Eric Balas: I have a history degree and am passionate about learning about other cultures.  Peace Corps seemed like a great way to get an in-depth look into how other peoples in the world live while doing some valuable work.

CB: What did you think the Peace Corps entailed?

EB: I tried to do a lot of research about Peace Corps before and during the application process and quickly learned that every country is very different and Volunteers do a wide variety of jobs, so I knew I would have to wait until I got to country until I would really understand what my experience would be like.  I did find out that I would be learning a new language, living in a community by myself, and living poor.

CB: What is the process like for joining Peace Corps?

EB: Peace Corps completely revamped the application process right after I applied so it is different now, but mine was long and exhaustive.  It took me three weeks to fill out the application and I had interviews, background checks, medical appointments, and lots of waiting.

CB: How long does the process take?

EB: It is different for everyone, but it took me 14 months.

CB: When did you start to consider Peace Corps?

EB: My senior year of college.

CB: Do you get to choose where you go?

EB: You do now, but I did not.  I told my interviewer that I would go anywhere and do any project they selected me for. However, the new application process gives you more options to choose your country and job.
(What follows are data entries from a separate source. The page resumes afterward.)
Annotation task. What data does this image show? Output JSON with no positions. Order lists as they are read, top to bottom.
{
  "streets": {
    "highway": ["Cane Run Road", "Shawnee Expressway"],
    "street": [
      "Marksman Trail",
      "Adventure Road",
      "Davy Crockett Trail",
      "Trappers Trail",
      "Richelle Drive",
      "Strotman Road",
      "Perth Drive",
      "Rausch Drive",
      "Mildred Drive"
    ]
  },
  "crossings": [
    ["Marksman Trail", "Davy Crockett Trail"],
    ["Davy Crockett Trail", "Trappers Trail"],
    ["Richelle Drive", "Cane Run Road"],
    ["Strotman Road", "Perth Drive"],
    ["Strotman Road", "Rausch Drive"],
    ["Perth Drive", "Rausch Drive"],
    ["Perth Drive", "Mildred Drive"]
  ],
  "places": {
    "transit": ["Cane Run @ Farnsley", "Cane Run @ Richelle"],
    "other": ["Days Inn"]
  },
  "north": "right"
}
CB: What is you favorite part about Peace Corps?

EB: I have an immense amount of freedom to choose my specific work and daily schedule.

CB: What makes Peace Corps unique to other outreach programs?

EB: Peace Corps is part of the U.S. government so we serve semi-diplomatic functions.  We are supposed to share American culture with Panamanians and share Panamanian culture with Americans.  By doing this interview, I am doing an important part of my job.

CB: What is your favorite part of Panama?

EB: Panama is exceptionally diverse.  There are mountains, oceans, skyscrapers and city life, along with rural indigenous communities living deep in the jungle.  There are endless opportunities to explore something new.


CB: What has been the most difficult part about living in Panama?

EB: The most difficult part has been the language barrier.  I have been learning Spanish, buy my community members also speak an obscure language called Ngäbere.  Even after over a year in Panama, communication is a day-to-day struggle.

CB: How has living in Panama influenced/changed your life?

EB: My community of indigenous people are extremely reserved and culturally different from me.  This has forced me to become more social and outgoing so I am better able to find common ground with the people here.

CB: What are the people like and how do they interact differently?

EB: I live in a community of indigenous Panamanians called the Ngäbe.  They are subsistence farmers and extremely poor. They spend most of their time in the fields working and at home the whole family spends time together in open-air kitchen areas cooking and chatting.  They interact almost exclusively with extended family members and interaction between people of the opposite sex is very limited.  Therefore, any time a woman Volunteer comes to visit me they automatically think that girl is my wife.

CB: What are some differences in the culture or people of Panama compared to America?

EB: Panamanians are much more laid back than most Americans.  I can visit anyone’s house in my community uninvited and drink coffee with them all day.  Also, punctuality does not exist here.  There is something called la hora panameña  here which essentially means nothing starts on time.  My most recent community meeting was set to start at 8:00 AM, but actually started at 11:30 AM.  This has been one of the hardest things for me to get used to.

CB: Why would you recommend Peace Corps?

EB: Peace Corps has been the most challenging yet rewarding thing I have ever done.  I have pushed past my preconceived limits and live a constant adventure while doing work that helps disadvantaged people.